TASK DESCRIPTION: Output exactly the lines that run from the top of the entries to the line holding "Annotation task. Read", including both of those lines.

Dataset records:
★ ★ ★

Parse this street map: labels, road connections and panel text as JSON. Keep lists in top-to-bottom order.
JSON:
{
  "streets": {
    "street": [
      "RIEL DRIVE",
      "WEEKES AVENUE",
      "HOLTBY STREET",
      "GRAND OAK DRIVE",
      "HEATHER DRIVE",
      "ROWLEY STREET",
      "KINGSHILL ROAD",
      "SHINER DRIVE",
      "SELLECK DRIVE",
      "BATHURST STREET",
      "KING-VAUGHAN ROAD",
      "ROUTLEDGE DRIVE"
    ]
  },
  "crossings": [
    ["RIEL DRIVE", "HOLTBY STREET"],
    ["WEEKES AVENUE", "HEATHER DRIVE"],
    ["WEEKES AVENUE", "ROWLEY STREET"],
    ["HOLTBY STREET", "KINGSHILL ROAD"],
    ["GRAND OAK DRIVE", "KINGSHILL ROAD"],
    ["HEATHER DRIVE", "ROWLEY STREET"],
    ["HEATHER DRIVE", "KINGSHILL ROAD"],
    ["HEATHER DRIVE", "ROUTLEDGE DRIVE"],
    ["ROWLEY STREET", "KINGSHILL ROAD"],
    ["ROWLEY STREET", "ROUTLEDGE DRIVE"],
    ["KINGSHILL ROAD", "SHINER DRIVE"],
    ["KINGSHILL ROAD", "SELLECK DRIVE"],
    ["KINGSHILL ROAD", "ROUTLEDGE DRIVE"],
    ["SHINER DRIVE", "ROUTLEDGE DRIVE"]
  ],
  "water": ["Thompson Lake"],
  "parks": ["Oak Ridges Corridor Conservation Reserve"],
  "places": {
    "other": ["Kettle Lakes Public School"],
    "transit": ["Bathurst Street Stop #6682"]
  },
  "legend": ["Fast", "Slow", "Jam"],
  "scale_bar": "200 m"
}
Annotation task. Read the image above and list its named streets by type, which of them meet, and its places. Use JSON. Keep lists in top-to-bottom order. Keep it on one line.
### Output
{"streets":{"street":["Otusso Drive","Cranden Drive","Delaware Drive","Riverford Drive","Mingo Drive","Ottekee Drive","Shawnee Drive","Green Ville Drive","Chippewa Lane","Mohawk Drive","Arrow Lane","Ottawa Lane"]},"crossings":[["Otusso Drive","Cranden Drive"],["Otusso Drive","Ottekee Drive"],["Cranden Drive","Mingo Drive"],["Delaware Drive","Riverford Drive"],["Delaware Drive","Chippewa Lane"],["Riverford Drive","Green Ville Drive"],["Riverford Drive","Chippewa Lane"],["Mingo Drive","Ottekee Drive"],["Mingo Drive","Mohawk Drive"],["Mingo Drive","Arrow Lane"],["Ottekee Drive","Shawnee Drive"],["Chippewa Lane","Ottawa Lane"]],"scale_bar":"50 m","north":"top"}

★ ★ ★

TASK SOLUTION:
Parse this street map: labels, road connections and panel text as JSON. Keep lists in top-to-bottom order.
JSON:
{
  "streets": {
    "street": [
      "RIEL DRIVE",
      "WEEKES AVENUE",
      "HOLTBY STREET",
      "GRAND OAK DRIVE",
      "HEATHER DRIVE",
      "ROWLEY STREET",
      "KINGSHILL ROAD",
      "SHINER DRIVE",
      "SELLECK DRIVE",
      "BATHURST STREET",
      "KING-VAUGHAN ROAD",
      "ROUTLEDGE DRIVE"
    ]
  },
  "crossings": [
    ["RIEL DRIVE", "HOLTBY STREET"],
    ["WEEKES AVENUE", "HEATHER DRIVE"],
    ["WEEKES AVENUE", "ROWLEY STREET"],
    ["HOLTBY STREET", "KINGSHILL ROAD"],
    ["GRAND OAK DRIVE", "KINGSHILL ROAD"],
    ["HEATHER DRIVE", "ROWLEY STREET"],
    ["HEATHER DRIVE", "KINGSHILL ROAD"],
    ["HEATHER DRIVE", "ROUTLEDGE DRIVE"],
    ["ROWLEY STREET", "KINGSHILL ROAD"],
    ["ROWLEY STREET", "ROUTLEDGE DRIVE"],
    ["KINGSHILL ROAD", "SHINER DRIVE"],
    ["KINGSHILL ROAD", "SELLECK DRIVE"],
    ["KINGSHILL ROAD", "ROUTLEDGE DRIVE"],
    ["SHINER DRIVE", "ROUTLEDGE DRIVE"]
  ],
  "water": ["Thompson Lake"],
  "parks": ["Oak Ridges Corridor Conservation Reserve"],
  "places": {
    "other": ["Kettle Lakes Public School"],
    "transit": ["Bathurst Street Stop #6682"]
  },
  "legend": ["Fast", "Slow", "Jam"],
  "scale_bar": "200 m"
}
Annotation task. Read the image above and list its named streets by type, which of them meet, and its places. Use JSON. Keep lists in top-to-bottom order. Keep it on one line.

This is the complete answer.